▶ [Problem]
Please state in a single number how many lines of the entries below include the word "column".

________________________________________

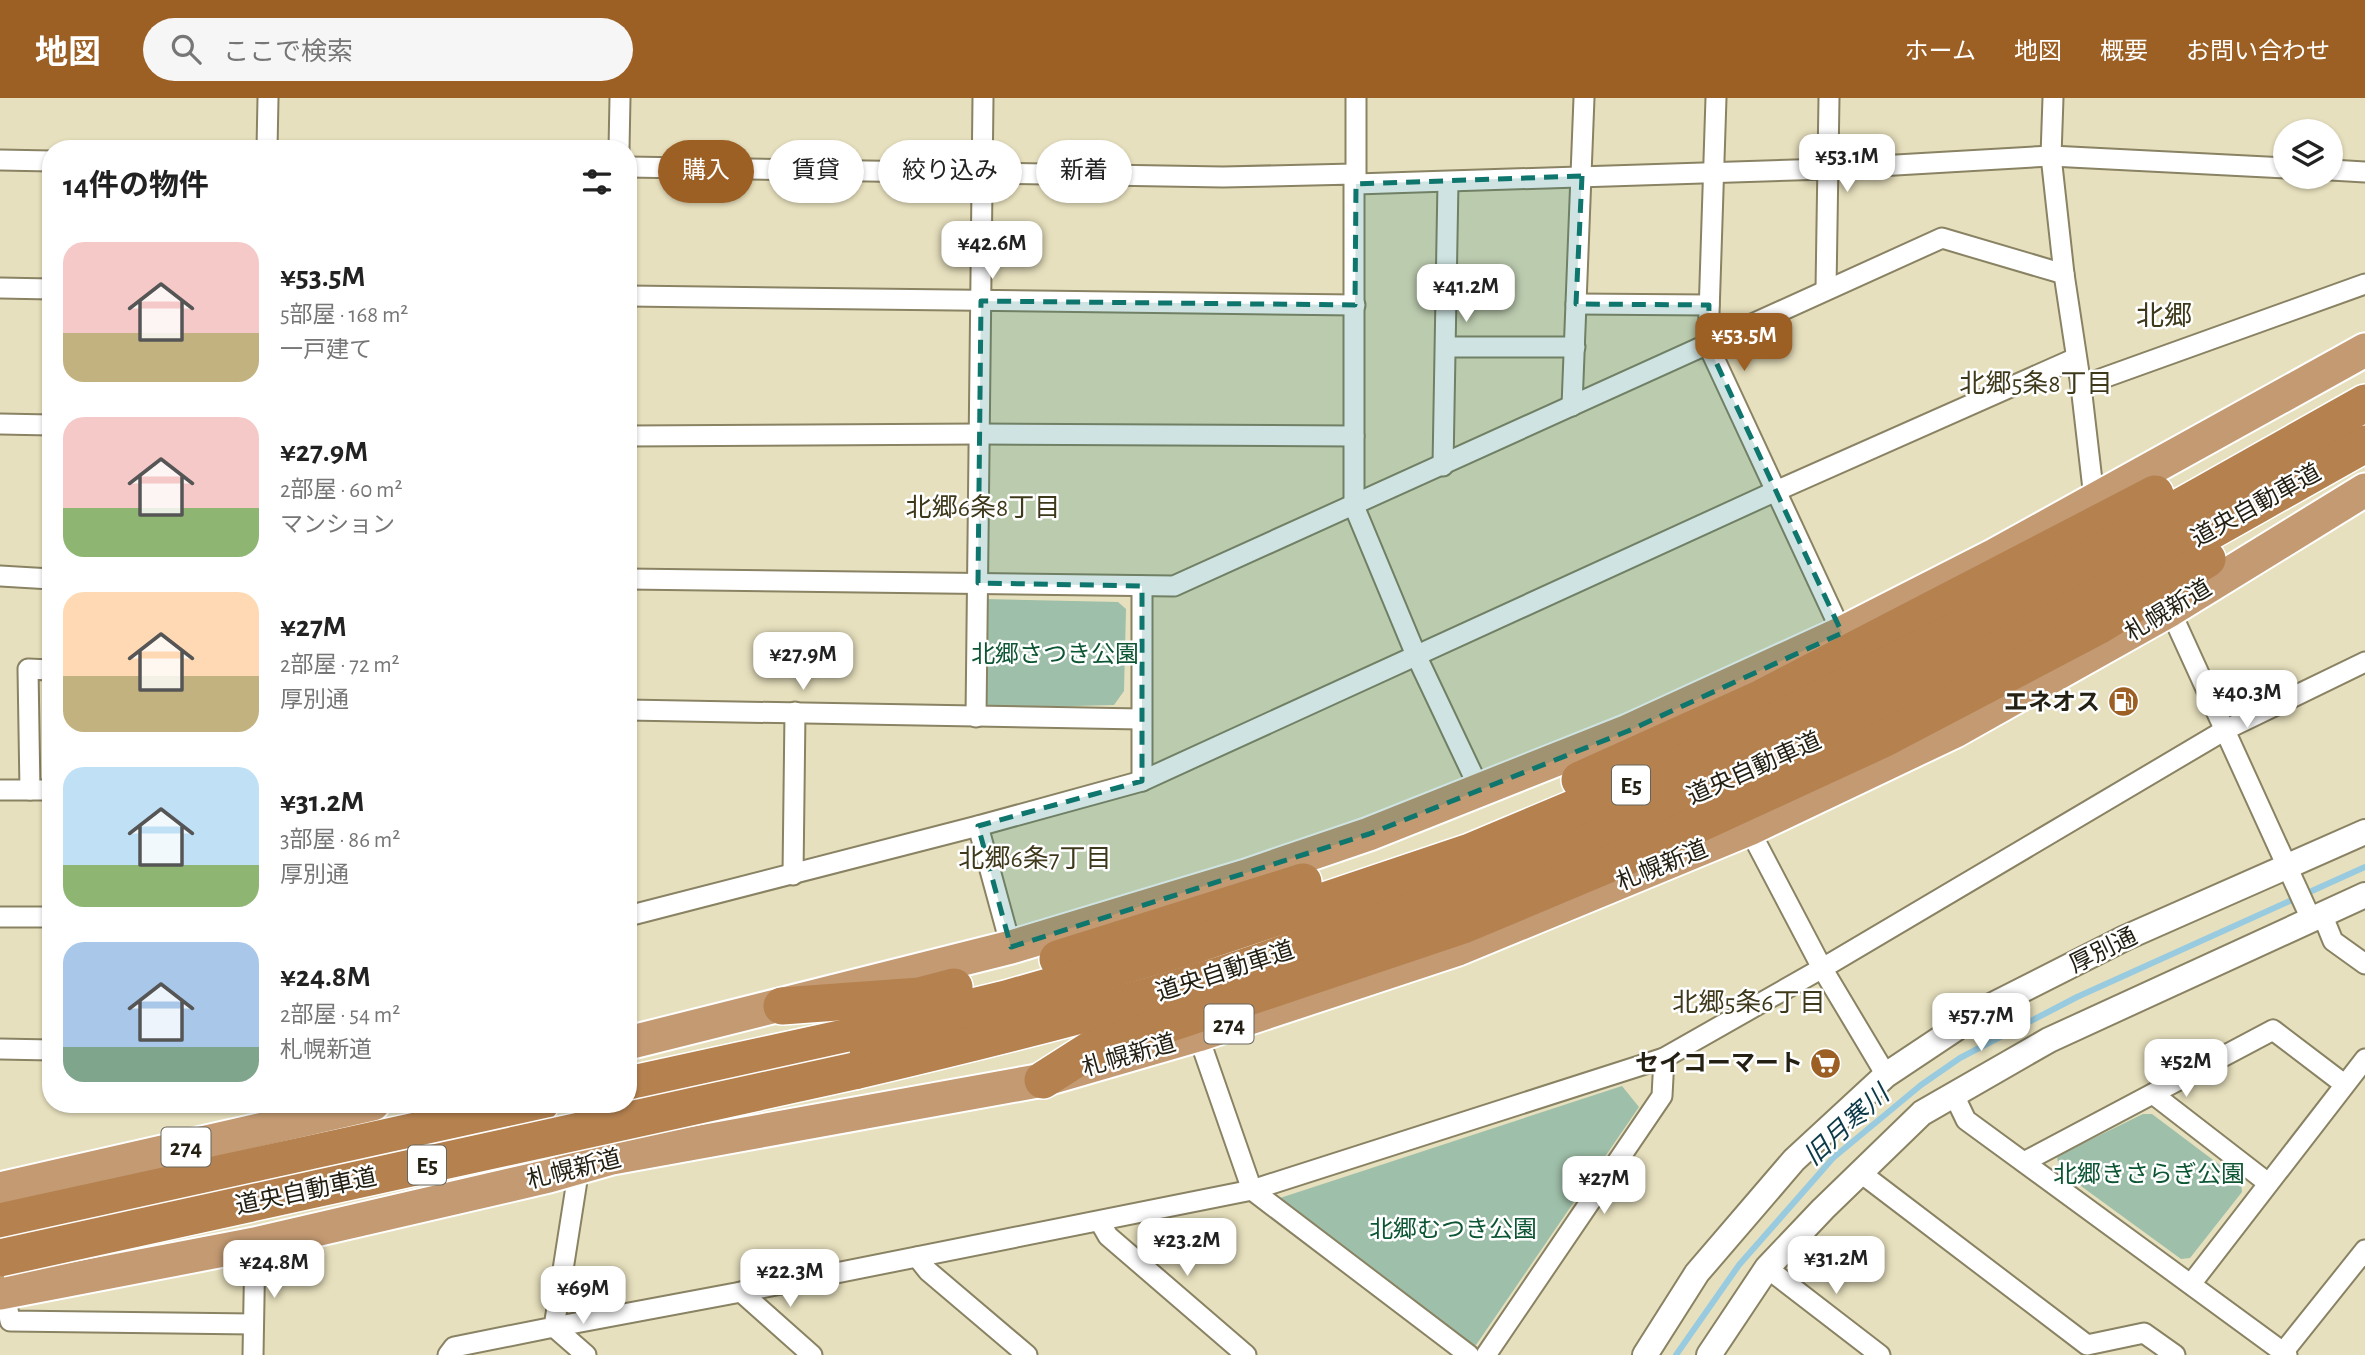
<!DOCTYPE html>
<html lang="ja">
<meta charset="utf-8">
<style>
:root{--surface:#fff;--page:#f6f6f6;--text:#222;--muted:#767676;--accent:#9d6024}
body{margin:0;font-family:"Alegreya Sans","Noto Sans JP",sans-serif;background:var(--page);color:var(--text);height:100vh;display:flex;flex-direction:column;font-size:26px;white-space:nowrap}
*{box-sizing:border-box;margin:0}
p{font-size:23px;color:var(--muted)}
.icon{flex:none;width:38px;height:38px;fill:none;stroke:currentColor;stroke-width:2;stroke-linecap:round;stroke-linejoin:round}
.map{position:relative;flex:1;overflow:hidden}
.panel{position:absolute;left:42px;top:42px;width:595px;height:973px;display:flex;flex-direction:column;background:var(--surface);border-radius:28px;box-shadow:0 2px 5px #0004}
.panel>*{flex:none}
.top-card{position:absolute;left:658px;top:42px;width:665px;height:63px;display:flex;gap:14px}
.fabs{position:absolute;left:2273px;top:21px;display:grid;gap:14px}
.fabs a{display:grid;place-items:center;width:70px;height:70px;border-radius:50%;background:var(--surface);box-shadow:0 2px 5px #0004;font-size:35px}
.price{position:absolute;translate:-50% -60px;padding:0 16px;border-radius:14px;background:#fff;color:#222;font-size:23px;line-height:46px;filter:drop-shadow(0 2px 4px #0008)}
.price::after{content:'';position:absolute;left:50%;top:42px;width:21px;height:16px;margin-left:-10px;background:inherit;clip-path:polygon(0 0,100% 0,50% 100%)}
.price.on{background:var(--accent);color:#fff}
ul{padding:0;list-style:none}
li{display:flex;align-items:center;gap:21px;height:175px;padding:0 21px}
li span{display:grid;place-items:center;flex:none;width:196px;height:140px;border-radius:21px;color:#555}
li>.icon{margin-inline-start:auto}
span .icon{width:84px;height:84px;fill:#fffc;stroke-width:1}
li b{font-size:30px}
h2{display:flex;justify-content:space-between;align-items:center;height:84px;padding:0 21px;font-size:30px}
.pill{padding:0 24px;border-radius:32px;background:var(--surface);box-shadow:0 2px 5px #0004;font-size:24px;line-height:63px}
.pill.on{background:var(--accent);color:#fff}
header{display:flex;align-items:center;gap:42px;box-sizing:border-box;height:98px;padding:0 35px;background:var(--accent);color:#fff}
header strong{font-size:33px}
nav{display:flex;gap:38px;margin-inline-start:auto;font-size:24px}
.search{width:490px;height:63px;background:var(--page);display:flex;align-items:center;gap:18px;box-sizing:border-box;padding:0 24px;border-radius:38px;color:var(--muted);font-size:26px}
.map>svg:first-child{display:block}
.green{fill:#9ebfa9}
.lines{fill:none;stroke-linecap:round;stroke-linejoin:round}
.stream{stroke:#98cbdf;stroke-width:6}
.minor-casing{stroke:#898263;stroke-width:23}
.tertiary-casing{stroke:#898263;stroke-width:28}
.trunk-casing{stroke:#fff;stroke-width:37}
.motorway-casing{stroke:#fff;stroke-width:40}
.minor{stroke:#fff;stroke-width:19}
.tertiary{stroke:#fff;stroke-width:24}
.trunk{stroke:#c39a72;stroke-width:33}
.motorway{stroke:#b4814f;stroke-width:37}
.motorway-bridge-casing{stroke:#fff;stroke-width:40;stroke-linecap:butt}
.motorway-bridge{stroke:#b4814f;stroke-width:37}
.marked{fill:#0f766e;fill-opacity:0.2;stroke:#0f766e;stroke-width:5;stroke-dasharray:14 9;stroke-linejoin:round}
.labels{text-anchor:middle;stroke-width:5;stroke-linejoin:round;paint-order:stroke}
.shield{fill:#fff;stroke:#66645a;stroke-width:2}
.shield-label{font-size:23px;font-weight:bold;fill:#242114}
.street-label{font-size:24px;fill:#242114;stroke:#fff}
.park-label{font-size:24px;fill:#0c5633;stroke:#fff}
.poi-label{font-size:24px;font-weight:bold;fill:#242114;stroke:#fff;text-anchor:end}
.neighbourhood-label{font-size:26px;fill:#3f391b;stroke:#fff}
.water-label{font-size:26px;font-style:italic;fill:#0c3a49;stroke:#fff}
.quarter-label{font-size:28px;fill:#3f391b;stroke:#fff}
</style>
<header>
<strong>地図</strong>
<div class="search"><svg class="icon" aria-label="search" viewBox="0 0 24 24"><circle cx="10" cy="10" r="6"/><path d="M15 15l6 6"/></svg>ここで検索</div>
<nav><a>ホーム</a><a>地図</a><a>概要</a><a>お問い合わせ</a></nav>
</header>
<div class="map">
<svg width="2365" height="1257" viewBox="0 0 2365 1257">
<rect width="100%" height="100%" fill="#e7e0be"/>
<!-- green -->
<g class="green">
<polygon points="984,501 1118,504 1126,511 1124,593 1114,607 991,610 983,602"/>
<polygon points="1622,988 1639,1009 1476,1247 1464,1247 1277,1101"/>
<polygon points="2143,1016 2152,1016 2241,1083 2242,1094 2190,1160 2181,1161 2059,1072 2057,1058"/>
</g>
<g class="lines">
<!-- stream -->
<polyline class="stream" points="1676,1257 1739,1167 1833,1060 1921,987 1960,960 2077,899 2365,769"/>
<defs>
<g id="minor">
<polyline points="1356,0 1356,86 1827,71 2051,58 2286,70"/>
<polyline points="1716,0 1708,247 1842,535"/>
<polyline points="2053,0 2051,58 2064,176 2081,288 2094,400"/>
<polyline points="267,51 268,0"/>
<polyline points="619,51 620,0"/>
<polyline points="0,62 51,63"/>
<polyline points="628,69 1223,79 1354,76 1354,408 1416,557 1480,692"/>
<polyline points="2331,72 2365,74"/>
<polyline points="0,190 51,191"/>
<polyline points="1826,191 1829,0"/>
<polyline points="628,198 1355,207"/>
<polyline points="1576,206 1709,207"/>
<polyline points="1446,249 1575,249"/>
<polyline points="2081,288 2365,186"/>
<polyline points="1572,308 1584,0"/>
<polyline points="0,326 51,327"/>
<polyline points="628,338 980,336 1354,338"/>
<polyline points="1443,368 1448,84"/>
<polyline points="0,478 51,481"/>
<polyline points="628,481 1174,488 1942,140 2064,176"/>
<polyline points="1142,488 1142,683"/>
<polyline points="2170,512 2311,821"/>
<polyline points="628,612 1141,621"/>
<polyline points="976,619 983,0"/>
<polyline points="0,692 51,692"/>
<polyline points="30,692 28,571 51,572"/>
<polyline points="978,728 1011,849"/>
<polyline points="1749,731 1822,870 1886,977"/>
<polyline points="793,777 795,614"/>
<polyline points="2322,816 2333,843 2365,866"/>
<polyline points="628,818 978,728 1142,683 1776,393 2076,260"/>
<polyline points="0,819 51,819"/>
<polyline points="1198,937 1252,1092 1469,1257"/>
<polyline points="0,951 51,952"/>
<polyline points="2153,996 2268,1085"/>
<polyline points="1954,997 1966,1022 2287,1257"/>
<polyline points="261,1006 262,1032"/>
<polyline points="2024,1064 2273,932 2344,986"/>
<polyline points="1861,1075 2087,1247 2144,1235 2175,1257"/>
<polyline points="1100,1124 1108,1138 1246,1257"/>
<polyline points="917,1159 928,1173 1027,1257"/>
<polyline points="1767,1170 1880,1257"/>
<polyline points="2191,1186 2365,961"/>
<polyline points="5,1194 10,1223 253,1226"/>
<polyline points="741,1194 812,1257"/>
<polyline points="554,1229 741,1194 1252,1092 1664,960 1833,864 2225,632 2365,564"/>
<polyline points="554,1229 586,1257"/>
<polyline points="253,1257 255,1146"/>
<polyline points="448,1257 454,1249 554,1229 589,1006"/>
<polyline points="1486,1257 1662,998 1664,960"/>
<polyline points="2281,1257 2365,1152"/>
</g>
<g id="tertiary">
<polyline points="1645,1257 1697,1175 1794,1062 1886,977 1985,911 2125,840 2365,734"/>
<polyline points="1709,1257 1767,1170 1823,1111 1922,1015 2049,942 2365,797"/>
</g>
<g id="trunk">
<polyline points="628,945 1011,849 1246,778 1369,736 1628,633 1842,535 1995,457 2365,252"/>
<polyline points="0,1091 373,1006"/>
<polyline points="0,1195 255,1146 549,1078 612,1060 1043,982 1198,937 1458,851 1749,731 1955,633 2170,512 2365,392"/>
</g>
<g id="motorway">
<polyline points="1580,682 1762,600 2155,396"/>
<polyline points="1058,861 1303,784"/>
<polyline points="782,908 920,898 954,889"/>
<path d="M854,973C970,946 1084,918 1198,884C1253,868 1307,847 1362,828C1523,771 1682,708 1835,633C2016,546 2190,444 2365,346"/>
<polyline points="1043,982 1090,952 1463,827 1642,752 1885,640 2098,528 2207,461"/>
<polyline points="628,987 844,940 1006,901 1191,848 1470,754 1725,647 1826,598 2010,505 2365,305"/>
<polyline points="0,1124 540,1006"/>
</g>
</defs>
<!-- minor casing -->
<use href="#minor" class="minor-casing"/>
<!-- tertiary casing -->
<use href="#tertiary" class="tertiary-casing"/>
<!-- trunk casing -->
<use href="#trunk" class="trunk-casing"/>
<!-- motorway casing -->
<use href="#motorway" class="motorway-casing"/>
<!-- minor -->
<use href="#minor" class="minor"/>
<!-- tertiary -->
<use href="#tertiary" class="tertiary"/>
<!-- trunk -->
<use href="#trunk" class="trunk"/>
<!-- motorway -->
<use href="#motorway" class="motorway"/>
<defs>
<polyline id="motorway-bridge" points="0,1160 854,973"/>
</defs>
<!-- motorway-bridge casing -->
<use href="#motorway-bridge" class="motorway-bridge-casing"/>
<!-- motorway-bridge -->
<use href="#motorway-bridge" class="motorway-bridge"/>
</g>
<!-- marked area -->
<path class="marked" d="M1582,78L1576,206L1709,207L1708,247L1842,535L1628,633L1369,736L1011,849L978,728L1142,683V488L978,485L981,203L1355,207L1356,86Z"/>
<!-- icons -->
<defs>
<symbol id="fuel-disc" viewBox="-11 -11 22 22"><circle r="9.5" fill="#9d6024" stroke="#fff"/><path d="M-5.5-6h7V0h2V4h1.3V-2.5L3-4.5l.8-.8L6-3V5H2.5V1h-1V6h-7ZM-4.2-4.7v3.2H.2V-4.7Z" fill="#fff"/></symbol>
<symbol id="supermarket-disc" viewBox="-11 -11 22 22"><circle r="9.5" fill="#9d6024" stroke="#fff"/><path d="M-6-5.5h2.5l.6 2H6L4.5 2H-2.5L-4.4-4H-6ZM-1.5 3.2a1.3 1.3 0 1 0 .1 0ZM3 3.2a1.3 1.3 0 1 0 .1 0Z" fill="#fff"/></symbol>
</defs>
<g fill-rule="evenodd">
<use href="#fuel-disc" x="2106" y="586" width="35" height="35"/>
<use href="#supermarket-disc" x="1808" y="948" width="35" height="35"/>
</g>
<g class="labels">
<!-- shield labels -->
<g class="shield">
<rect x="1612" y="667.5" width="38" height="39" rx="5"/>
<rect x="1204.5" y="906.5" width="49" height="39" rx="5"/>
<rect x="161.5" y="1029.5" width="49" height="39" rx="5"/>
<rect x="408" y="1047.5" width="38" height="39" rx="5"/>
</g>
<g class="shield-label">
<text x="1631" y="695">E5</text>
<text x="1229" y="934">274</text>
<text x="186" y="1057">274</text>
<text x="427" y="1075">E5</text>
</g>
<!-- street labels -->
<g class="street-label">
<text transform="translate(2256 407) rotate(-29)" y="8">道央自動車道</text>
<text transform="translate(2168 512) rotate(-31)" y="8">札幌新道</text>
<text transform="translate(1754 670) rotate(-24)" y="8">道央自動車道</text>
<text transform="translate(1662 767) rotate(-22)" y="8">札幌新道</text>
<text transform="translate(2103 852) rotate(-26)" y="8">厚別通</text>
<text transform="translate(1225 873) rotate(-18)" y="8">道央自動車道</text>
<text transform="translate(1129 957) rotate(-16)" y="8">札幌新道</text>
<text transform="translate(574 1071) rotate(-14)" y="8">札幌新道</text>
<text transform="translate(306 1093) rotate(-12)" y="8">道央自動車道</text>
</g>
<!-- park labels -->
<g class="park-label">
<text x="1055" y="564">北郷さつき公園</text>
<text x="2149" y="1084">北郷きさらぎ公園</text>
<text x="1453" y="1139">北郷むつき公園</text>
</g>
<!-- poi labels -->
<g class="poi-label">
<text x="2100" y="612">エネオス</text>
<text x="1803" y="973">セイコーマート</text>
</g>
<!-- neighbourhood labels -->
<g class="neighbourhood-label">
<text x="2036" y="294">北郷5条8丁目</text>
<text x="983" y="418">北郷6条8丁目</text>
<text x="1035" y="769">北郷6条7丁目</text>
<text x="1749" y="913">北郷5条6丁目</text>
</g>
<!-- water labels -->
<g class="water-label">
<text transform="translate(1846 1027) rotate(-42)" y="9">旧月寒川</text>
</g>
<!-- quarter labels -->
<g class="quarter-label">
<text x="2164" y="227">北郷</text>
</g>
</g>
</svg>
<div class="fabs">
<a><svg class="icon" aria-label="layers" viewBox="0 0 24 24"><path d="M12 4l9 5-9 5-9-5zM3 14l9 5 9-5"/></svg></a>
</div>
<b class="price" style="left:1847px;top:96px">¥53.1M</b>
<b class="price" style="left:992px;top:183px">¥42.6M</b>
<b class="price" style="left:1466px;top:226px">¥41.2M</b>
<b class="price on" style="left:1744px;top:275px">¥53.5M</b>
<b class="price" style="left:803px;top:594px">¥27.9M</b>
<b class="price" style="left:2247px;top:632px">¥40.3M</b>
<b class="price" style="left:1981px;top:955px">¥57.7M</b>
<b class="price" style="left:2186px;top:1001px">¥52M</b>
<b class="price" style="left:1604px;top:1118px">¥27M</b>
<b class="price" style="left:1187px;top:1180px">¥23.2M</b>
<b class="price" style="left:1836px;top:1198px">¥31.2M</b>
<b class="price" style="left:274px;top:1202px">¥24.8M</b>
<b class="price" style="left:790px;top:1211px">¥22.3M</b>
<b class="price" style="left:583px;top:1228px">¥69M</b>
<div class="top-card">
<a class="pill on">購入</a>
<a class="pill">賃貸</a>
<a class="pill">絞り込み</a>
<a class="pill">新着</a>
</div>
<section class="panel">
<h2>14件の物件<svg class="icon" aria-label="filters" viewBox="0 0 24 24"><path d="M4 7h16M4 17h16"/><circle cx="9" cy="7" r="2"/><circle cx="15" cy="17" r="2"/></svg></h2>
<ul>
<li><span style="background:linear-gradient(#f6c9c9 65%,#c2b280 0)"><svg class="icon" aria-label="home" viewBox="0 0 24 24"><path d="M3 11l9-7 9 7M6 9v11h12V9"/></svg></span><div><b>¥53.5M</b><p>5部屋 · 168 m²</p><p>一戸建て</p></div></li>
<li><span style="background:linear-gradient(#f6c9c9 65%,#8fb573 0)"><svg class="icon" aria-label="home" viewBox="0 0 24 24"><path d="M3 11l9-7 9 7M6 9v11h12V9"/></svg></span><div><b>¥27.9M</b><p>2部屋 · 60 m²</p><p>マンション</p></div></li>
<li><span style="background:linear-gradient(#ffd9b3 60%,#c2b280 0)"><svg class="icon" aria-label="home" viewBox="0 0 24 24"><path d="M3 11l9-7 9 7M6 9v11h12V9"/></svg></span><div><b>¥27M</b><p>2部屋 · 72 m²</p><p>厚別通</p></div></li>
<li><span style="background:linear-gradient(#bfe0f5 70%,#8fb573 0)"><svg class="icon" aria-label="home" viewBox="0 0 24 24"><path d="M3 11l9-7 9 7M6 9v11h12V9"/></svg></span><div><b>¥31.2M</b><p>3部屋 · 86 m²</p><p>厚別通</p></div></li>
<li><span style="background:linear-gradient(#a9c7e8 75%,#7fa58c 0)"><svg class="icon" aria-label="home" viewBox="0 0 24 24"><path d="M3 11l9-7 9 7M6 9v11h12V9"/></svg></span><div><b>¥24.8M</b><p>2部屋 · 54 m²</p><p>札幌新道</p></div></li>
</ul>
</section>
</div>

________________________________________

▶ [Task solution]
2